A close up view of a man using the weight loss injection Mounjaro on his belly.

Drugs such as Ozempic and Mounjaro act on GLP-1 receptors in the brain to regulate appetite. Credit: Oliver Berg/dpa via Alamy

The obesity drug tirzepatide, sold as Mounjaro or Zepbound, can suppress patterns of brain activity associated with food cravings, a study suggests. Researchers measured the changing electrical signals in the brain of a person with severe obesity who had experienced persistent ‘food noise’ — intrusive, compulsive thoughts about eating — shortly after the individual began taking the medication.

The study is the first to use electrodes to directly measure how blockbuster obesity drugs that mimic the hormone GLP-1 affect brain activity in people, and to hint at how they curb extreme food cravings.

“It’s a great strategy to try and find a neural signature of food noise, and then try to understand how drugs can manipulate it,” says Amber Alhadeff, a neuroscientist at the Monell Chemical Senses Center in Philadelphia, Pennsylvania. The findings were published today in Nature Medicine1.

Bonus finding

Casey Halpern, a neurosurgeon-scientist at the University of Pennsylvania in Philadelphia, and his colleagues did not set out to investigate the effects of obesity drugs on the brain. The team’s goal was to test whether a type of deep brain stimulation — a therapy that involves delivering a weak electrical current directly into the brain — can help to reduce compulsive eating in people with obesity for whom treatments such as bariatric surgery haven’t worked.

The scientists set up a study in which participants had an electrode implanted into their nucleus accumbens, a region of the brain that is involved in feelings of reward. It also expresses the GLP-1 receptor, notes Christian Hölscher, a neuroscientist at the Henan Academy of Innovations in Medical Science in Zhengzhou, China, “so we know that GLP-1 plays a role in modulating reward here”. This type of electrode, which can both record electrical activity and deliver an electrical current when needed, is already used in people to treat some forms of epilepsy.

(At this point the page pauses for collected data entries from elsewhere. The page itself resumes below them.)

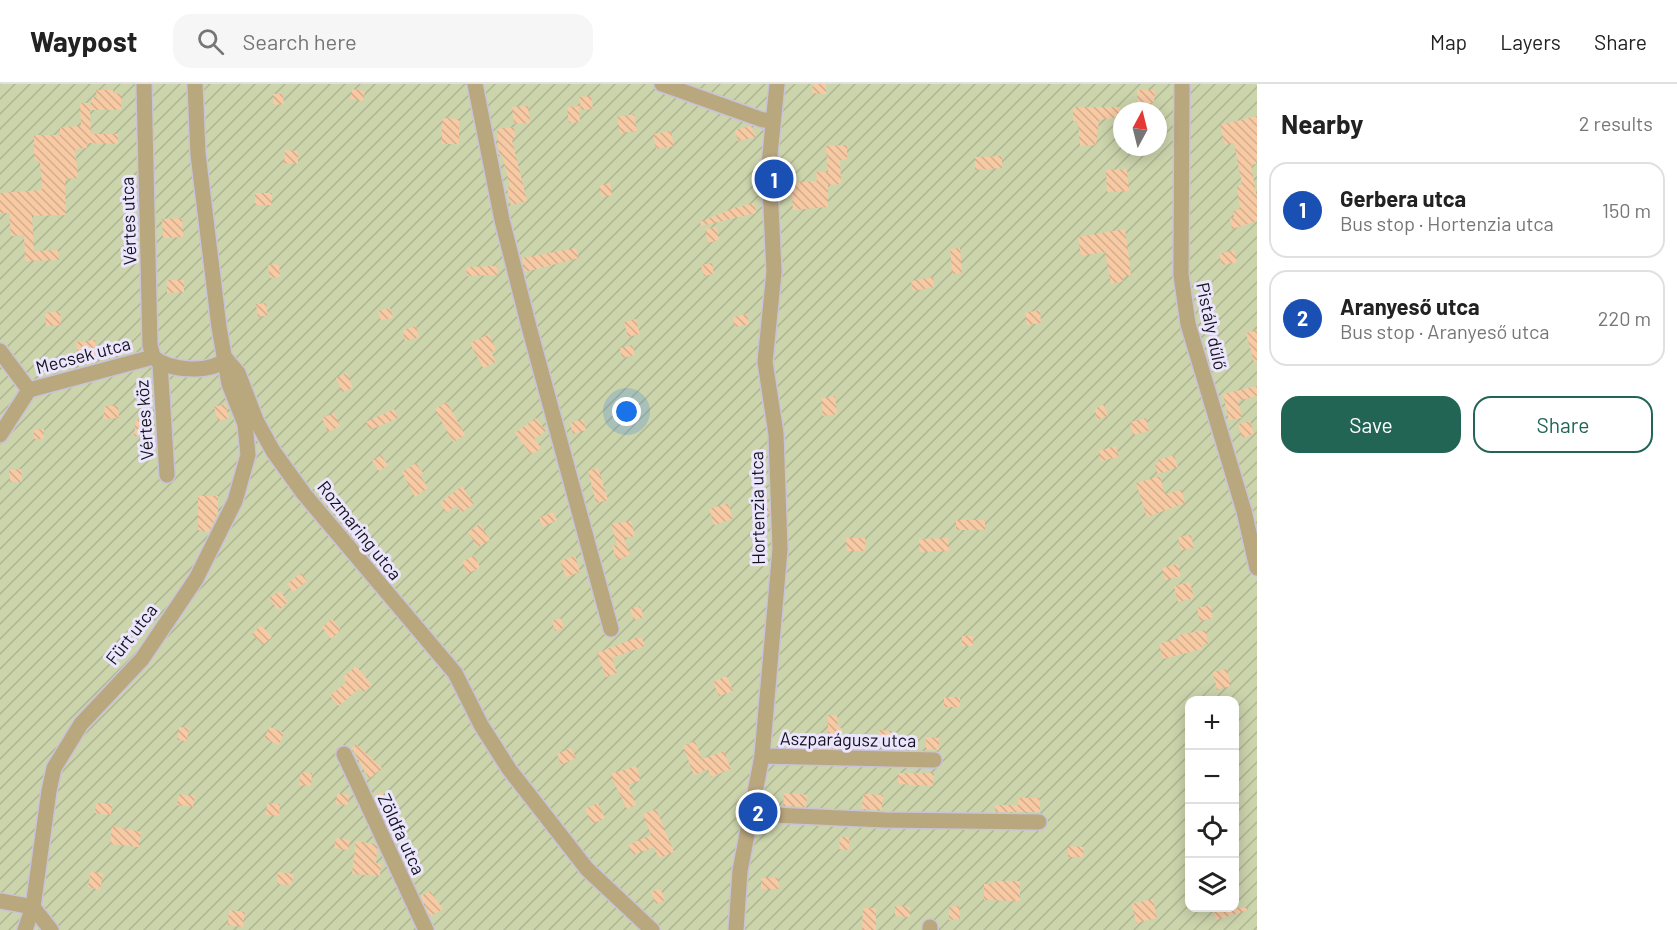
<!DOCTYPE html>
<meta charset="utf-8">
<style>
:root{--surface:#fff;--page:#f6f6f6;--text:#222;--muted:#767676;--line:#e0e0e0;--accent:#236555}
body{margin:0;font-family:Barlow,sans-serif;background:var(--page);color:var(--text)}
.controls{position:absolute;right:18px;bottom:18px;display:grid;overflow:hidden;border-radius:12px;box-shadow:0 3px 15px #0003}
.controls button{width:54px;height:54px;display:grid;place-items:center;padding:0;border:0;border-bottom:2px solid var(--line);background:var(--surface);color:var(--text);font:30px sans-serif}
.compass{position:absolute;left:1113px;top:18px;width:54px;height:54px;border-radius:50%;background:var(--surface);box-shadow:0 3px 15px #0003;rotate:7deg}
.you{position:absolute;left:627px;top:328px;width:21px;height:21px;margin:-15px;border:4px solid #fff;border-radius:50%;background:#1a73e8;box-shadow:0 0 0 9px #1a73e833}
.badge{display:grid;place-items:center;width:39px;height:39px;border-radius:50%;background:var(--accent);color:#fff;font-size:20px;font-weight:700}
.pin{position:absolute;translate:-50% -50%;border:3px solid #fff;box-shadow:0 2px 6px #0006}
.list{margin:0;padding:0;list-style:none}
h2{display:flex;justify-content:space-between;align-items:center;height:78px;margin:0;padding:0 24px;font-size:26px}
h2 small{font-size:20px;font-weight:400;color:var(--muted)}
.list li{display:grid;grid-template-columns:39px 1fr auto;gap:18px;align-items:center;box-sizing:border-box;height:96px;margin:0 12px 12px;padding:0 12px;border:2px solid var(--line);border-radius:18px}
.list b{display:block;font-size:22px;white-space:nowrap}
.list p{margin:0;font-size:20px;white-space:nowrap;color:var(--muted)}
.list em{font-size:20px;font-style:normal;color:var(--muted)}
.actions{display:flex;gap:12px;padding:18px 24px}
.actions a{flex:1;padding:14px 0;border:2px solid var(--accent);border-radius:18px;text-align:center;font-size:21px;color:var(--accent)}
.actions .main{background:var(--accent);color:#fff}
.icon{flex:none;width:33px;height:33px;fill:none;stroke:currentColor;stroke-width:2;stroke-linecap:round;stroke-linejoin:round}
.map{position:relative;flex:none;width:1257px;height:846px;overflow:hidden}
header{display:flex;align-items:center;gap:36px;box-sizing:border-box;height:84px;padding:0 30px;background:var(--surface);border-bottom:2px solid var(--line)}
header strong{font-size:28px}
nav{display:flex;gap:33px;margin-inline-start:auto;font-size:21px}
.search{width:420px;height:54px;background:var(--page);display:flex;align-items:center;gap:15px;box-sizing:border-box;padding:0 21px;border-radius:18px;color:var(--muted);font-size:22px}
main{display:flex}
aside{flex:1;background:var(--surface)}
.map>svg:first-child{display:block}
</style>
<header>
<strong>Waypost</strong>
<div class="search"><svg class="icon" aria-label="search" viewBox="0 0 24 24"><circle cx="10" cy="10" r="6"/><path d="M15 15l6 6"/></svg>Search here</div>
<nav><a>Map</a><a>Layers</a><a>Share</a></nav>
</header>
<main>
<div class="map">
<svg width="1257" height="846" viewBox="0 0 1257 846">
<defs>
<pattern id="garden-furrows" width="10" height="10" patternUnits="userSpaceOnUse" patternTransform="scale(1.5)"><rect width="10" height="10" fill="#ccd4ac"/><path d="M-1 1l2-2M0 10L10 0M9 11l2-2" fill="none" stroke="#aeb593"/></pattern>
<pattern id="building-back-hatch" width="6" height="6" patternUnits="userSpaceOnUse" patternTransform="scale(1.5)"><rect width="6" height="6" fill="#f7caa4"/><path d="M-1 5l2 2M0 0l6 6M5-1l2 2" fill="none" stroke="#d3ad8d"/></pattern>
</defs>
<rect width="100%" height="100%" fill="#ebe5fd"/>
<path fill="url(#garden-furrows)" fill-rule="evenodd" d="M0,0H1257V846H0ZM1122,27H1158V63H1122ZM1190,616H1234V824H1190Z"/>
<g fill="url(#building-back-hatch)">
<path d="M813,0H826V10L812,9Z"/>
<path d="M352,5L365,7L363,17L350,15Z"/>
<path d="M96,6H113V9L121,10V26H90L91,50H118V60L87,59V64L75,65L78,94L65,95L66,131L32,132L34,167L58,166L59,176L25,177L24,151L11,152L9,129H0V109L42,106L40,77H36L34,70V51H60V43L81,42L80,19H90V25L92,13H97Z"/>
<path d="M1137,6H1155L1154,19H1137Z"/>
<path d="M273,10H283L284,20L273,21Z"/>
<path d="M591,12L593,25L581,26L579,13Z"/>
<path d="M528,22L530,39L514,40L512,23Z"/>
<path d="M579,22L580,38L569,39L567,23Z"/>
<path d="M1073,23H1120L1121,33L1099,36L1096,61L1080,62L1078,37H1073Z"/>
<path d="M634,30L637,47L620,49L617,33Z"/>
<path d="M1257,32V73L1256,80L1251,81L1257,114V137L1232,145L1230,134L1234,133L1233,127L1240,125L1237,102L1242,101L1234,59L1225,61L1220,41Z"/>
<path d="M445,34L459,35V60H442V36Z"/>
<path d="M751,42L756,53L738,57L735,46Z"/>
<path d="M514,43L515,56H512L527,117L511,121L507,104L510,103L502,70L499,71L497,45Z"/>
<path d="M671,47L674,62L656,65L653,50Z"/>
<path d="M847,61V75L840,76L841,100L828,101V123L793,126L791,99L817,97L816,88H828L826,62Z"/>
<path d="M285,66L298,67V80L284,79Z"/>
<path d="M1002,72V84L975,86V73Z"/>
<path d="M1127,85L1129,107L1107,108L1106,86Z"/>
<path d="M610,99L612,111L602,113L599,102Z"/>
<rect x="255" y="109" width="17" height="12"/>
<path d="M754,119L756,129L701,142L700,138L734,124Z"/>
<path d="M182,134L183,153L163,154L162,135Z"/>
<path d="M716,143L719,156L708,159L705,145Z"/>
<path d="M1125,145L1131,191L1123,193L1124,197L1111,200L1105,168L1081,172L1078,153Z"/>
<path d="M576,164L579,174L525,188L522,174Z"/>
<path d="M960,164L962,189L952,190L950,165Z"/>
<path d="M1234,166L1237,178L1222,181L1219,170Z"/>
<path d="M712,179L714,190L704,192L701,181Z"/>
<path d="M279,180L280,193L270,194L268,181Z"/>
<path d="M497,182L498,191L467,192L466,183Z"/>
<path d="M933,193L934,203L913,207L911,197Z"/>
<path d="M167,196H184V208L167,209Z"/>
<path d="M266,219L268,231L258,233L256,220Z"/>
<path d="M390,224L393,234L380,236L378,227Z"/>
<path d="M1040,226L1041,239L1027,241L1025,229Z"/>
<path d="M60,227L61,241L46,242L45,229Z"/>
<path d="M747,230L749,240L735,243L733,233Z"/>
<path d="M636,235L640,250L628,253L624,238Z"/>
<path d="M416,242L419,253L405,257L403,246Z"/>
<path d="M1257,246V278H1254L1246,249Z"/>
<path d="M489,250L496,266L491,268L496,278L483,284L470,259Z"/>
<path d="M95,256L98,272L85,274L84,270H78L76,258Z"/>
<path d="M632,261L635,271L622,274L620,264Z"/>
<path d="M347,289L353,304L342,308L336,294Z"/>
<path d="M1257,302V312L1238,317L1242,334L1229,336L1223,310Z"/>
<path d="M835,312L837,330L823,332L821,314Z"/>
<path d="M447,318L465,351L453,358L435,325Z"/>
<path d="M225,320L229,334L218,337L214,323Z"/>
<path d="M1104,320L1108,332L1097,336L1095,325Z"/>
<path d="M105,322H118L119,334L103,335Z"/>
<path d="M394,325L398,334L370,346L366,338Z"/>
<path d="M334,329L340,342L328,348L322,334Z"/>
<path d="M536,334L546,347L534,355L541,364L531,371L515,349Z"/>
<path d="M1146,334L1149,347L1133,351L1130,338Z"/>
<path d="M147,335L148,353L134,352L136,336Z"/>
<path d="M583,335L586,346L573,350L570,339Z"/>
<path d="M1250,337L1254,350L1242,354L1238,340Z"/>
<path d="M44,345V355H34V346Z"/>
<path d="M1116,362L1119,373L1101,377L1098,367Z"/>
<path d="M381,371L388,381L379,387L372,377Z"/>
<path d="M1174,371L1178,383L1158,390L1155,380L1159,378L1158,376Z"/>
<path d="M416,379L423,389L420,391L428,404L415,413L402,388Z"/>
<path d="M598,384L608,416L596,419L588,387Z"/>
<path d="M21,385L22,398H10L9,386Z"/>
<path d="M1160,392L1165,410L1182,406L1185,419L1147,433L1136,399Z"/>
<path d="M462,402L474,420L461,429L457,421L447,429L440,419Z"/>
<path d="M198,412H218V429L209,448L198,446Z"/>
<path d="M767,412L769,429L757,431L754,414Z"/>
<path d="M728,419L733,435L714,441L709,425Z"/>
<path d="M553,428L557,436L543,443L539,434Z"/>
<rect x="956" y="436" width="29" height="10"/>
<path d="M631,437L635,452L624,454L630,471L617,476L612,462L617,461L611,440Z"/>
<path d="M480,440L490,456L478,463L468,448Z"/>
<path d="M1191,451L1194,464L1181,466L1178,453Z"/>
<path d="M846,454H865V467H847Z"/>
<path d="M948,454L949,467L920,468L919,455Z"/>
<path d="M474,471L480,483L468,490L462,478Z"/>
<path d="M575,472L580,488L566,493L560,477Z"/>
<path d="M1178,480L1181,492L1165,496L1162,484Z"/>
<path d="M301,489L307,497L293,508L287,500Z"/>
<path d="M1190,498L1194,514L1178,518L1174,502Z"/>
<path d="M280,507L288,518L278,526L269,514Z"/>
<path d="M1210,521L1213,534L1200,537L1197,524Z"/>
<path d="M640,522L644,533L634,536L630,525Z"/>
<path d="M561,534L564,544L555,547L552,537Z"/>
<path d="M332,535L341,546L331,555L322,543Z"/>
<path d="M261,541L272,553L263,561L252,550Z"/>
<path d="M1206,546L1208,560L1201,561L1202,565L1163,575L1159,560L1179,554L1178,551Z"/>
<rect x="962" y="552" width="11" height="10"/>
<path d="M635,554H642L645,562L612,574L617,589L606,593L597,569Z"/>
<path d="M356,582L372,601L363,608L360,604L339,622L330,612L347,597L343,593Z"/>
<path d="M1227,585L1231,602L1217,606L1213,588Z"/>
<path d="M727,592L733,607L719,612L713,598Z"/>
<rect x="944" y="613" width="16" height="10"/>
<path d="M828,631H837L838,643H842V654L828,655Z"/>
<path d="M179,643L189,644L187,657L177,656Z"/>
<path d="M270,643L284,649L279,661L264,654Z"/>
<path d="M879,646L892,647L891,660L878,659Z"/>
<path d="M926,653L939,654V666L926,665Z"/>
<path d="M695,657L702,675L724,667L731,685L711,693L708,685L694,691L683,662Z"/>
<path d="M356,660L382,684L369,695L352,664Z"/>
<path d="M571,664L576,674L561,681L557,670Z"/>
<path d="M636,682L641,696L628,701L636,721L627,725L610,690Z"/>
<path d="M301,688L312,689L311,702L299,701Z"/>
<path d="M898,689H934L933,702L898,700Z"/>
<path d="M381,708L394,724L385,731L375,713Z"/>
<path d="M337,709L349,711L348,721L336,720Z"/>
<path d="M784,709L807,711L806,723L783,722Z"/>
<path d="M179,710L195,712L193,723L177,721Z"/>
<path d="M863,710L883,711L882,726L862,725Z"/>
<path d="M1018,714H1040V728H995V721H1018Z"/>
<path d="M96,719L112,720L111,731L95,729Z"/>
<path d="M267,719L280,720L279,732L266,731Z"/>
<path d="M598,719L605,734L592,740L585,725Z"/>
<path d="M656,725L674,768L659,774L654,763L633,771L628,761L651,751L643,730Z"/>
<path d="M396,732L406,746L394,755L387,739Z"/>
<path d="M112,742L141,748L139,763L110,760Z"/>
<path d="M840,753H849V766L839,765Z"/>
<path d="M336,754L350,756L348,766L334,764Z"/>
<path d="M356,757L375,760L377,765L376,779L381,780L380,792L352,790Z"/>
<path d="M1068,762L1084,763L1083,773H1068Z"/>
<path d="M91,787L103,790L100,806L88,803Z"/>
<path d="M278,788L293,790L292,801L277,800Z"/>
<path d="M761,794H778L779,805H761Z"/>
<path d="M993,797H1020V817L984,816V800H993Z"/>
<path d="M660,804L665,816L656,820L651,808Z"/>
<path d="M430,807L443,825L430,832L421,812Z"/>
<path d="M1153,815L1157,834L1136,839L1132,820Z"/>
<path d="M895,822L910,823V833L895,832Z"/>
<path d="M959,822L960,835L949,836V823Z"/>
<path d="M863,824H876V846H862Z"/>
<path d="M1213,824H1248V826L1216,836Z"/>
<path d="M229,826L245,828L243,843L228,841Z"/>
</g>
<g fill="none" stroke-linecap="round" stroke-linejoin="round">
<g stroke="#c9c3d9" stroke-width="18">
<g id="street">
<path d="M144,0L150,261L153,273"/>
<path d="M475,0L502,136L529,243L611,545"/>
<path d="M662,0L763,36H773"/>
<path d="M1182,0L1181,191L1188,240L1244,427L1257,484"/>
<path d="M0,267L29,306"/>
<path d="M226,275L238,289L256,336L273,367L304,410L455,589L481,641L509,685L587,785L652,846"/>
<path d="M160,279L167,391"/>
<path d="M29,306L153,273C169,287 210,290 226,275"/>
<path d="M0,351L29,306"/>
<path d="M344,670L426,846"/>
<path d="M762,672L934,676"/>
<path d="M752,730L885,736L1039,738"/>
<path d="M0,817L33,823"/>
<path d="M33,823L51,846"/>
<path d="M930,843V846"/>
<path d="M25,846L33,823L49,707L54,684L81,640L142,575L196,495L235,417L248,371L245,340L229,300L219,243L198,70L195,0"/>
<path d="M736,846L740,787L762,672L780,465L776,350L765,278L774,188L769,81L777,0"/>
</g>
</g>
<use href="#street" stroke="#b9a77e" stroke-width="15"/>
</g>
<g text-anchor="middle" dominant-baseline="central" stroke-width="6" stroke-linejoin="round" paint-order="stroke">
<g font-size="18" fill="#15131b" stroke="#ebe5fd">
<text transform="translate(128 137) rotate(-92)">Vértes utca</text>
<text transform="translate(1212 242) rotate(78)">Pistály dűlő</text>
<text transform="translate(83 271) rotate(-15)">Mecsek utca</text>
<text transform="translate(144 336) rotate(-94)">Vértes köz</text>
<text transform="translate(757 424) rotate(-91)">Hortenzia utca</text>
<text transform="translate(360 446) rotate(51)">Rozmaring utca</text>
<text transform="translate(131 550) rotate(-52)">Fürt utca</text>
<text transform="translate(848 655) rotate(1)">Aszparágusz utca</text>
<text transform="translate(402 750) rotate(65)">Zöldfa utca</text>
</g>
</g>
</svg>
<div class="controls">
<button>+</button>
<button>−</button>
<button><svg class="icon" aria-label="locate" viewBox="0 0 24 24"><circle cx="12" cy="12" r="6"/><path d="M12 2v4M12 18v4M2 12h4M18 12h4"/></svg></button>
<button><svg class="icon" aria-label="layers" viewBox="0 0 24 24"><path d="M12 4l9 5-9 5-9-5zM3 14l9 5 9-5"/></svg></button>
</div>
<svg class="compass" viewBox="-18 -18 36 36"><path d="M0-13l5 13h-10z" fill="#e53935"/><path d="M0 13l5-13h-10z" fill="#767676"/></svg>
<div class="you"></div>
<div class="pin badge" style="left:774px;top:95px;background:#1a4fb4">1</div>
<div class="pin badge" style="left:758px;top:728px;background:#1a4fb4">2</div>
</div>
<aside>
<h2>Nearby<small>2 results</small></h2>
<ul class="list">
<li><span class="badge" style="background:#1a4fb4">1</span><div><b>Gerbera utca</b><p>Bus stop · Hortenzia utca</p></div><em>150 m</em></li>
<li><span class="badge" style="background:#1a4fb4">2</span><div><b>Aranyeső utca</b><p>Bus stop · Aranyeső utca</p></div><em>220 m</em></li>
</ul>
<div class="actions"><a class="main">Save</a><a>Share</a></div>
</aside>
</main>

For the study’s first two participants, the researchers found that episodes of intense food noise were accompanied by a surge in low-frequency brain activity. This pattern suggested that these changes could serve as a measurable sign of compulsive food cravings.

The third trial participant, a 60-year-old woman, had just started taking a high dose of tirzepatide — which had been prescribed by her physician to treat type 2 diabetes — when she had the electrode implanted. “We took advantage of this serendipitous opportunity because of the excitement around these drugs,” Halpern says.